> Recorded data

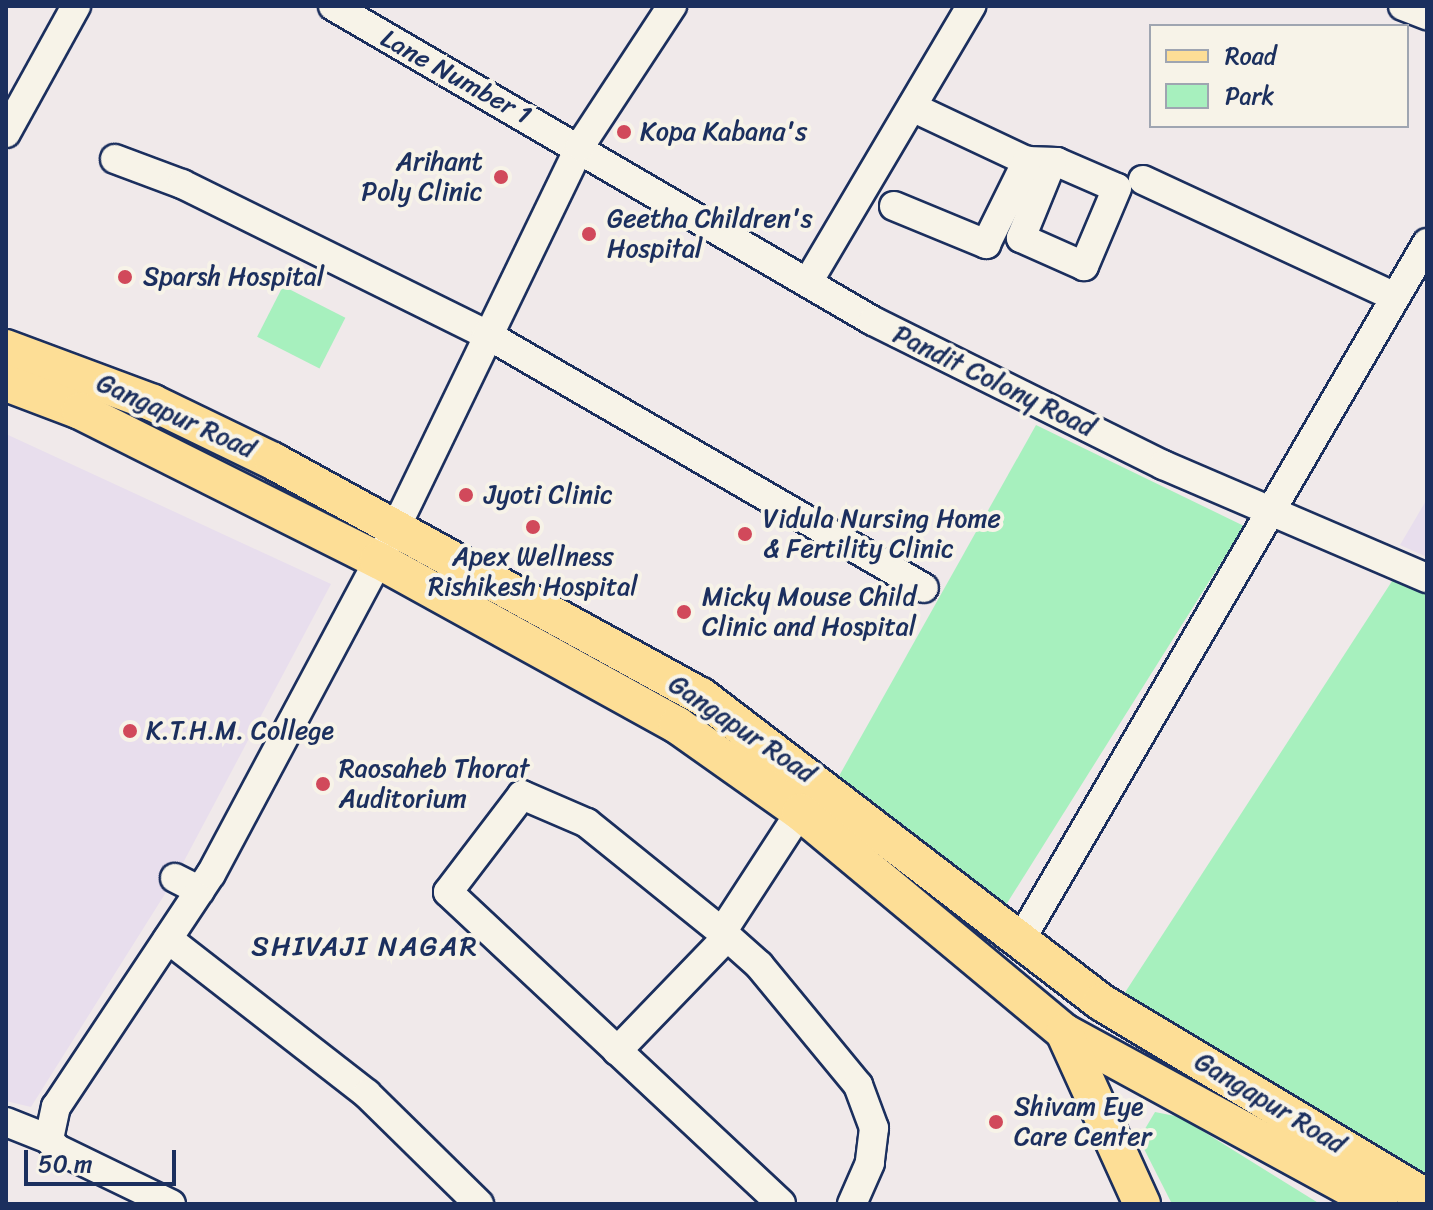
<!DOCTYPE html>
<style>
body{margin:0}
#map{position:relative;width:1433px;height:1210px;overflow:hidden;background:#f0e9ea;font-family:Sriracha,sans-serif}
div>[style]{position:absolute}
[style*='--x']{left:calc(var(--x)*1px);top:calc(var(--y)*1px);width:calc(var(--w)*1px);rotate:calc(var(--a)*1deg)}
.built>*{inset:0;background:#e8deed}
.green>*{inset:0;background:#a7f0be;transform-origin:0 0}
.roads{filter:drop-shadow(2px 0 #1b2f5e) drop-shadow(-2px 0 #1b2f5e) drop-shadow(0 2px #1b2f5e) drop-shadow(0 -2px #1b2f5e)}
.minor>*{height:28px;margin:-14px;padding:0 14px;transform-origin:14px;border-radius:14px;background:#f7f3e8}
.major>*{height:36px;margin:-18px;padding:0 18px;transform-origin:18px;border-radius:18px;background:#fdde96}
.dots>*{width:22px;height:22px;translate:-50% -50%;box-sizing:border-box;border:4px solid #f7f3e8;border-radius:50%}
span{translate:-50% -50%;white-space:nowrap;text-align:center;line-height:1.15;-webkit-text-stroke:8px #f7f3e8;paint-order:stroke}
.street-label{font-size:26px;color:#1b2f5e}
.poi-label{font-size:26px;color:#1b2f5e}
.left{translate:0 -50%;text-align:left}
.right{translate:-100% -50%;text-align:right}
.neighbourhood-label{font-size:28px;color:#1b2f5e;letter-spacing:2px}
.frame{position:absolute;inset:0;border:8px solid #1b2f5e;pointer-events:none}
.legend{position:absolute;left:1149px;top:24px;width:260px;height:104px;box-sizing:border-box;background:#f7f3e8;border:2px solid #9fa5b1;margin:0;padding:10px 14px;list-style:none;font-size:24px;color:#1b2f5e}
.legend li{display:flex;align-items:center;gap:16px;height:40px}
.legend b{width:40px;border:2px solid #9fa5b1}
.scale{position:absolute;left:24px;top:1150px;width:152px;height:36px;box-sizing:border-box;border:4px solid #1b2f5e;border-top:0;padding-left:10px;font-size:24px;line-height:28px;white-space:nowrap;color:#1b2f5e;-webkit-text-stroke:6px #f7f3e8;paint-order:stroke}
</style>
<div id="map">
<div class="built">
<i style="clip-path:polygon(6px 434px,331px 584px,175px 878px,31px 1107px,6px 1101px)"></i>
<i style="clip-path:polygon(1427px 499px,1427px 557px,1400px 545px)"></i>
</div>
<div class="green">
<i style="left:283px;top:286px;width:70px;height:57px;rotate:27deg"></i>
<i style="clip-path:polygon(1036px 425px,1244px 526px,999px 916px,839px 776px)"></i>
<i style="clip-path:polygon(1396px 575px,1427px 590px,1427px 1177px,1124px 994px)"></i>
<i style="clip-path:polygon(1155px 1112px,1180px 1117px,1320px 1204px,1172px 1204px,1139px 1139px)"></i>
</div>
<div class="roads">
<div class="minor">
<i style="--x:333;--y:6;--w:625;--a:30.26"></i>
<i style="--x:873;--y:321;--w:324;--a:26.4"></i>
<i style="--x:1163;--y:465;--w:287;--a:23.2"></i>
<i style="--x:1403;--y:6;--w:26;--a:21"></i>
<i style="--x:912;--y:107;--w:127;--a:25.2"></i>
<i style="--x:1027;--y:161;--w:30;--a:2"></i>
<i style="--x:1057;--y:162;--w:65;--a:23.4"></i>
<i style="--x:1117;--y:188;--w:85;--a:112.9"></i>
<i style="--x:1084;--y:266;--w:69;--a:-156"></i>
<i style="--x:1021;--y:238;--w:82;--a:-67.8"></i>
<i style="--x:6;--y:133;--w:145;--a:-61.1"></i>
<i style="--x:115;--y:159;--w:72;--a:20.5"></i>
<i style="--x:182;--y:184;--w:339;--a:26.3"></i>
<i style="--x:486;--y:334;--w:506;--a:30.11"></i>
<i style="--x:1143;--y:180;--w:278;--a:24.9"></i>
<i style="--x:894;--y:206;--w:100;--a:22.4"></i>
<i style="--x:986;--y:244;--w:93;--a:-63.7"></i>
<i style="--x:808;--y:282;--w:321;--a:-59.4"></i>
<i style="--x:800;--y:812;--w:143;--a:123"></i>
<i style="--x:722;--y:932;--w:50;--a:41.7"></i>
<i style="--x:759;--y:965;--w:156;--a:50.5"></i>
<i style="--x:858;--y:1085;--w:46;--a:69.6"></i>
<i style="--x:874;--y:1128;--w:35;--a:97"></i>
<i style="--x:870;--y:1163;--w:45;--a:113.7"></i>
<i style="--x:175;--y:878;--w:28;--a:27"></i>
<i style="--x:722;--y:932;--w:174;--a:-141.1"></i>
<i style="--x:587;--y:823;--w:71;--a:-156.7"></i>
<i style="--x:522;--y:795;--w:122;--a:127.3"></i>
<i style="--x:448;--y:892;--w:456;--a:43.1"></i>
<i style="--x:168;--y:939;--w:252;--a:37.9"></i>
<i style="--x:367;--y:1094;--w:157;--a:44.5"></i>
<i style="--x:1020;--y:941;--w:808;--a:-59.75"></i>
<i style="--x:617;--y:1051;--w:158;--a:-46"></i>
<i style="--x:6;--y:1122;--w:46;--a:21.6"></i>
<i style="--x:171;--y:1204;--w:127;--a:-154.2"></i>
<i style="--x:57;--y:1149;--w:13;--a:-129"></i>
<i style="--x:49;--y:1139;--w:33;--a:-78"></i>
<i style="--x:56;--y:1107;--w:280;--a:-56.4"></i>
<i style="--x:211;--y:874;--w:393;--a:-61.9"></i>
<i style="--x:396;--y:527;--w:423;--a:-64.2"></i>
<i style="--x:580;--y:146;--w:168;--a:-56.7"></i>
</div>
<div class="major">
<i style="--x:6;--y:348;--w:157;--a:20.5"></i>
<i style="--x:153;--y:403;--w:133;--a:25.8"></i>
<i style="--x:273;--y:461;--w:488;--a:28.8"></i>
<i style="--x:701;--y:696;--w:504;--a:37.42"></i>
<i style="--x:1101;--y:1002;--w:380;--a:31"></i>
<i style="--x:6;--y:383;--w:79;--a:20.7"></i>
<i style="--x:80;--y:411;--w:333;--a:26.6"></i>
<i style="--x:378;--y:560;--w:342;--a:28.9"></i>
<i style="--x:677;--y:725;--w:151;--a:35.3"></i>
<i style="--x:800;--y:812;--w:344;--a:39.8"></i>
<i style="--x:1064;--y:1032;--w:360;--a:28.6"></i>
<i style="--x:1064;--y:1032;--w:189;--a:65.6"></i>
</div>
</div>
<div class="dots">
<i style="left:624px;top:132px;background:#d1495b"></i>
<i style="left:501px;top:177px;background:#d1495b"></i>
<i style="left:589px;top:234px;background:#d1495b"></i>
<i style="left:125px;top:277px;background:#d1495b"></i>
<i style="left:466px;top:495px;background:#d1495b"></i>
<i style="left:533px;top:527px;background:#d1495b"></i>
<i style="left:745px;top:534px;background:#d1495b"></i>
<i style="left:684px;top:612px;background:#d1495b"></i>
<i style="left:130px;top:731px;background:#d1495b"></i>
<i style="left:323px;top:784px;background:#d1495b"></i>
<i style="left:996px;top:1122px;background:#d1495b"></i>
</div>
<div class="street-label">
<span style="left:456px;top:77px;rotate:29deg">Lane Number 1</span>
<span style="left:994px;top:381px;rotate:26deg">Pandit Colony Road</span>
<span style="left:176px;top:416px;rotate:24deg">Gangapur Road</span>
<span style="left:742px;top:729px;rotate:34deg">Gangapur Road</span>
<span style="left:1270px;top:1103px;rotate:31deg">Gangapur Road</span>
</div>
<div class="poi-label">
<span class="left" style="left:640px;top:132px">Kopa Kabana's</span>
<span class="right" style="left:483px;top:177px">Arihant<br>Poly Clinic</span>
<span class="left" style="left:607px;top:234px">Geetha Children's<br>Hospital</span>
<span class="left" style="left:143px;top:277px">Sparsh Hospital</span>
<span class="left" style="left:484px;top:495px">Jyoti Clinic</span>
<span class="left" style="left:763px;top:534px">Vidula Nursing Home<br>&amp; Fertility Clinic</span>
<span style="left:533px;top:572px">Apex Wellness<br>Rishikesh Hospital</span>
<span class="left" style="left:702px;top:612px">Micky Mouse Child<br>Clinic and Hospital</span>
<span class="left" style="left:146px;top:731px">K.T.H.M. College</span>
<span class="left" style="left:339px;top:784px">Raosaheb Thorat<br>Auditorium</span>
<span class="left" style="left:1014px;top:1122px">Shivam Eye<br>Care Center</span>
</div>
<div class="neighbourhood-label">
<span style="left:365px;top:946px">SHIVAJI NAGAR</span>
</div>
<div class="frame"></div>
<ul class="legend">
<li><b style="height:10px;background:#fdde96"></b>Road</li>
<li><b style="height:22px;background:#a7f0be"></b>Park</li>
</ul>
<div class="scale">50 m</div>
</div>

> Requirement
Among the lines above, return those that contain the string "green".

> Response to this exercise
.green>*{inset:0;background:#a7f0be;transform-origin:0 0}
<div class="green">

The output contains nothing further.